Plus, it's precisely that kind of thing that MS has worked hard to avoid. See a large part of the "secret sauce" in MS's monopoly of interlocking parts, is its products being ubiquitous. It's not just that you can't replace product X because product Y depends on it, it's also the mentality that product Y is the de-facto standard, everyone else has it, and you can't just give up on it without becoming the odd guy out of the loop.
MS has worked hard to maintain that illusion of ubiquity, world-wide. It has been known to offer massive price cuts and even prefer to overlook piracy than allow whole markets which are proof that you can jolly well live without both X and Y.
So forcing the whole of Europe standardize on something else than Windows and Office?
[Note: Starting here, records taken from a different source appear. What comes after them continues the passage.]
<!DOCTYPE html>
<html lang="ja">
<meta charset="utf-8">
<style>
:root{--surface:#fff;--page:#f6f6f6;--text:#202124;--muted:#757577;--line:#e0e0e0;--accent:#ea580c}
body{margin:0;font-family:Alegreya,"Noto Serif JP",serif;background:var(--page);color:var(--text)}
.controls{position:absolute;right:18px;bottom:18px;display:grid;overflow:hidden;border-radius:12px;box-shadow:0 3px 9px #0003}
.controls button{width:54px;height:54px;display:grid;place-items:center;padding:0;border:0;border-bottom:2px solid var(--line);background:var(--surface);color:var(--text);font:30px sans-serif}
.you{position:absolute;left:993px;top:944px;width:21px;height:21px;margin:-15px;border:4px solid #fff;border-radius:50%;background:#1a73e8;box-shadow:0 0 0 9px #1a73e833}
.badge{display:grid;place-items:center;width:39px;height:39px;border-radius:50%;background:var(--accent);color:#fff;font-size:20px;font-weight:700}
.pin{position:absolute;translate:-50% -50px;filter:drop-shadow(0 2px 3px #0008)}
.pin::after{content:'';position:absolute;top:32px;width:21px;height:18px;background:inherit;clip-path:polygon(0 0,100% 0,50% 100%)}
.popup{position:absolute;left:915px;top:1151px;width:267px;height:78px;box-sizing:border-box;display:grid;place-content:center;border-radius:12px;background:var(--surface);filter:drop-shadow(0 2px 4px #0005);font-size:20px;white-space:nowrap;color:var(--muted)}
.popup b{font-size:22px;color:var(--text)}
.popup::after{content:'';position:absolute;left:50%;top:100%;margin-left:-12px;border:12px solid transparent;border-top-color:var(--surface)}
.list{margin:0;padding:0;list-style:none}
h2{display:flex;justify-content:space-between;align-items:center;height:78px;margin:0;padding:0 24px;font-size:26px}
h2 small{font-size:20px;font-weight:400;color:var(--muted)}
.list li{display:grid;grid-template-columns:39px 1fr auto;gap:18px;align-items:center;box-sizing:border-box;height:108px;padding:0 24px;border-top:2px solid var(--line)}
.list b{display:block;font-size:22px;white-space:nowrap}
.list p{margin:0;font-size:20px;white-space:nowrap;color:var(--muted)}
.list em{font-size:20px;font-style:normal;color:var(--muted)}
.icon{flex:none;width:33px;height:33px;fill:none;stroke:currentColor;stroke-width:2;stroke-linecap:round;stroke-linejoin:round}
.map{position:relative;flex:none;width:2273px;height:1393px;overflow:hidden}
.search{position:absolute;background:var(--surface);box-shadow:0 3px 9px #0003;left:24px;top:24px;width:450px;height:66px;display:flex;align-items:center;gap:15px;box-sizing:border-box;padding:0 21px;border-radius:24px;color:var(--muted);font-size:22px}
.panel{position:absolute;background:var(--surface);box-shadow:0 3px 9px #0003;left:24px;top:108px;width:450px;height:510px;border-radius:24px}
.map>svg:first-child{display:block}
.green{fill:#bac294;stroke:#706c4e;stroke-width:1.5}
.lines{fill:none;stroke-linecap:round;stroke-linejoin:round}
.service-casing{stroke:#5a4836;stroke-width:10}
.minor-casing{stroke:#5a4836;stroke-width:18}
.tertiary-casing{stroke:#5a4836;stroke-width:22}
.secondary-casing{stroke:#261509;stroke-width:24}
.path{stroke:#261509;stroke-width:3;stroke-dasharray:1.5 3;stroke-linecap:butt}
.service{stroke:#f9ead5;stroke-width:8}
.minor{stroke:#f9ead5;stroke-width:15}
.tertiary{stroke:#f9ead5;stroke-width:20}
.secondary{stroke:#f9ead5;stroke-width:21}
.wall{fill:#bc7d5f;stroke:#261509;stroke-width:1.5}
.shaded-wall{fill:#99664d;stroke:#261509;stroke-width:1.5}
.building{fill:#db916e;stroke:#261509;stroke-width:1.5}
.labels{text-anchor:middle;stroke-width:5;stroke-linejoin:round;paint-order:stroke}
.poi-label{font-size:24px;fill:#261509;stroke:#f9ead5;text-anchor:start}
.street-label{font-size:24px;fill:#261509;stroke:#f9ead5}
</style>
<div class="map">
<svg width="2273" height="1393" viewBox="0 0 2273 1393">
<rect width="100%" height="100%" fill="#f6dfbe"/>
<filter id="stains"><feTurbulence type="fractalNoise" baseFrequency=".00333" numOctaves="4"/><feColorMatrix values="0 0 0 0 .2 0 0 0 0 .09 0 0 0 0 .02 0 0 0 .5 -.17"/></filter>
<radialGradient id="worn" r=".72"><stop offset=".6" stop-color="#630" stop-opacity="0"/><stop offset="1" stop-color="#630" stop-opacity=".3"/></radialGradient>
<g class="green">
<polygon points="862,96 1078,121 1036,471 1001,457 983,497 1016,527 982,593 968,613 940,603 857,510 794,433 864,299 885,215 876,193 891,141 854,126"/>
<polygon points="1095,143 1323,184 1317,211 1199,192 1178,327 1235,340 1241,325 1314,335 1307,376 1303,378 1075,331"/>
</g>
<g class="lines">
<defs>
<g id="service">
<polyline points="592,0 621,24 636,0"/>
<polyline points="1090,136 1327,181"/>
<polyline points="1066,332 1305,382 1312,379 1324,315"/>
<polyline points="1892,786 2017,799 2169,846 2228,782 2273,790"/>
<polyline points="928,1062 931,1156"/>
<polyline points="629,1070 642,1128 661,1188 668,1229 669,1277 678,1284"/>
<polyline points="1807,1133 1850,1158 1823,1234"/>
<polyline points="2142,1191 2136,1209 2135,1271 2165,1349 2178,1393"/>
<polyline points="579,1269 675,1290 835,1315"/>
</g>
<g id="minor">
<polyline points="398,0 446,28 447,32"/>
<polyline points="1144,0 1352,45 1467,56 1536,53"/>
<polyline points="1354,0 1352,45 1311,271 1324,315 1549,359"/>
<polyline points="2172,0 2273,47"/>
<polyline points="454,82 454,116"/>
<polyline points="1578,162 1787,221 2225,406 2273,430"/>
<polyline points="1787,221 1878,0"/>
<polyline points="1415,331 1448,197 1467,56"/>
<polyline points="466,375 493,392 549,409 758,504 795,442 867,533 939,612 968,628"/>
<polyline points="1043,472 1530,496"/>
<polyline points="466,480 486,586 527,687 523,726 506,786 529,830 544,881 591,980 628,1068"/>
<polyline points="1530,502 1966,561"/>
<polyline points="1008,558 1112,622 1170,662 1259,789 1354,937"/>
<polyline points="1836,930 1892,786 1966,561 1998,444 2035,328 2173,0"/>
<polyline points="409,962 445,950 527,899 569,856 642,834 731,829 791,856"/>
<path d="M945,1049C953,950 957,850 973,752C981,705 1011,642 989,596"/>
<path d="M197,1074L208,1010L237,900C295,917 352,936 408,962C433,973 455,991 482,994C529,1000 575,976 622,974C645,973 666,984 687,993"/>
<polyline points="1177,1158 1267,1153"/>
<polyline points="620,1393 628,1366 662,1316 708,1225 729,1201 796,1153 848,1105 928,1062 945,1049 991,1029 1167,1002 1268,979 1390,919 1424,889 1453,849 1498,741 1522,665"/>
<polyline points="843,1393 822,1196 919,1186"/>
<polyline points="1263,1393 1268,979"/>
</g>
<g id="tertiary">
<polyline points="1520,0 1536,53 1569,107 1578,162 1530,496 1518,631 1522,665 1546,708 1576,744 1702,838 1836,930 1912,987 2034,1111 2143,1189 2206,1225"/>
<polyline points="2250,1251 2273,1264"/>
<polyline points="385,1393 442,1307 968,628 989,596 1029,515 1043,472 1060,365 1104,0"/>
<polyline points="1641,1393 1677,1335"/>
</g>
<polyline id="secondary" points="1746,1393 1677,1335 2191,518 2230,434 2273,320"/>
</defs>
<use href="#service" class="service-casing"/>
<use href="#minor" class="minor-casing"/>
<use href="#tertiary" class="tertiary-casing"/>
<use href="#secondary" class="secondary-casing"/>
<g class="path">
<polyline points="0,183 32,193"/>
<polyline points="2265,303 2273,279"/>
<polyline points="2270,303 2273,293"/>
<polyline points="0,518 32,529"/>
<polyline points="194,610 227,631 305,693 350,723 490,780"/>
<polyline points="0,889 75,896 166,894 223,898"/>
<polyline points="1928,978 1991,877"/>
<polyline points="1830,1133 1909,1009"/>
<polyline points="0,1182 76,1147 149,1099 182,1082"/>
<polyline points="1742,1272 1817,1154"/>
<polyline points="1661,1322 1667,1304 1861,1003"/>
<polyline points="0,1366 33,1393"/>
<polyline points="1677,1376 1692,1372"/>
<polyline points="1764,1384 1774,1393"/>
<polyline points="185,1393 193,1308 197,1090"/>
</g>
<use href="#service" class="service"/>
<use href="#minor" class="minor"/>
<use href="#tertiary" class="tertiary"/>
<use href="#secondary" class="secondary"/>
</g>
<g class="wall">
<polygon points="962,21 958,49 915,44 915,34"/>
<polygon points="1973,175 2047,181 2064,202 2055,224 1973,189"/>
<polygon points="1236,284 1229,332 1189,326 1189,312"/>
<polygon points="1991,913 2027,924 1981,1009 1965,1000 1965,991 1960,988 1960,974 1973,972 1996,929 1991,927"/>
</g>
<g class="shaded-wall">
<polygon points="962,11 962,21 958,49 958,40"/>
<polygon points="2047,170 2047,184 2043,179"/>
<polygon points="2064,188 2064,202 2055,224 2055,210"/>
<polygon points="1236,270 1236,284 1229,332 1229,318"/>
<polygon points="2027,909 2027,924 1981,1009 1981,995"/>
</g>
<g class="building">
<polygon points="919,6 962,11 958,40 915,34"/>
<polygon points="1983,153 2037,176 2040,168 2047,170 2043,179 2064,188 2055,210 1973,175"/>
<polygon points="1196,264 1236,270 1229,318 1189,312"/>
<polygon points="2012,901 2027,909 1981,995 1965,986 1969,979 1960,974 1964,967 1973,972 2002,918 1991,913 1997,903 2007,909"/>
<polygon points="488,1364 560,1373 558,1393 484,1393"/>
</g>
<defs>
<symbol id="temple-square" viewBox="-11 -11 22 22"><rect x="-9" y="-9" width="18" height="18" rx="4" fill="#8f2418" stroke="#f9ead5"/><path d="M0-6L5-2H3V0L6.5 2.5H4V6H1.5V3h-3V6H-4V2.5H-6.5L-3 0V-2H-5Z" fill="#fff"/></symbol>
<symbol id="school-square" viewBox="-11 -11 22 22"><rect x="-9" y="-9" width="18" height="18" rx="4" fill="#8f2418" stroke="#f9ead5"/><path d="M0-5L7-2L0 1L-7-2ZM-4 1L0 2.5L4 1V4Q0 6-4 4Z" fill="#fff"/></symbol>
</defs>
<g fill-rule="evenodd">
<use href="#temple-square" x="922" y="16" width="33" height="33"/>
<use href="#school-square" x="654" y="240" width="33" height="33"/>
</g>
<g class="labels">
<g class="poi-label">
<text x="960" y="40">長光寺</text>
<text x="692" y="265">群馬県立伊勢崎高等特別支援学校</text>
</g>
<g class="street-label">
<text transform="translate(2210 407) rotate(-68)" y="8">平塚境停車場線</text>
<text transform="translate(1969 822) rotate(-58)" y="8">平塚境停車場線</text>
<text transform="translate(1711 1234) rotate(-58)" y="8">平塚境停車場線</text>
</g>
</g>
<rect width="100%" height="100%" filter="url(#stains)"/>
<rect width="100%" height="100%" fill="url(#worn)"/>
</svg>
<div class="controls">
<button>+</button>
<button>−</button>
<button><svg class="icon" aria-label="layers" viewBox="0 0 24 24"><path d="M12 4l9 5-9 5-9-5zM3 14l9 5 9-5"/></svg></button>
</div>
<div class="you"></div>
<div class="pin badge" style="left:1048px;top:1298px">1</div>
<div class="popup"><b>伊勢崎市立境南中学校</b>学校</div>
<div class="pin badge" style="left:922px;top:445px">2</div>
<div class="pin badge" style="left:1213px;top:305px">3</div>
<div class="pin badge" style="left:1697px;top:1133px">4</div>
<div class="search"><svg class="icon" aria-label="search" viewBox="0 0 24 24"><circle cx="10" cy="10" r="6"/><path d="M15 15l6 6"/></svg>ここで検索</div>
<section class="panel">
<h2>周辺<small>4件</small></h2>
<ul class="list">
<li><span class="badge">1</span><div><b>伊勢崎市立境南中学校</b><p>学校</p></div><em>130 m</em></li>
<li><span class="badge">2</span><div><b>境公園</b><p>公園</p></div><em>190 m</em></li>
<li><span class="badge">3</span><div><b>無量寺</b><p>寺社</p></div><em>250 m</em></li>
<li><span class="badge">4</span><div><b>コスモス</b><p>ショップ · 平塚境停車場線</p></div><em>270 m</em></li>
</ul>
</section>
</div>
Ooer. That would be the day when IBM', Sun' and the others' managers ejaculate in their pin-striped pants out of joy. It's not just the loss of the European market as such, but that would be the day when almost every single US corporation's executive starts hearing stuff like "sir, we can't send that document in Excel format, because they don't use Excel in Germany. No, sir, neither in France." It's the day when people start hearing that MS file formats aren't, in fact, the ubiquitous de-facto standard and can't be an ubiquitous de-facto standard.
So, heh, yeah, I'd _love_ to see MS do something _that_ stupid. Sadly it won't happen, because they're not stupid. But it would be comedy gold.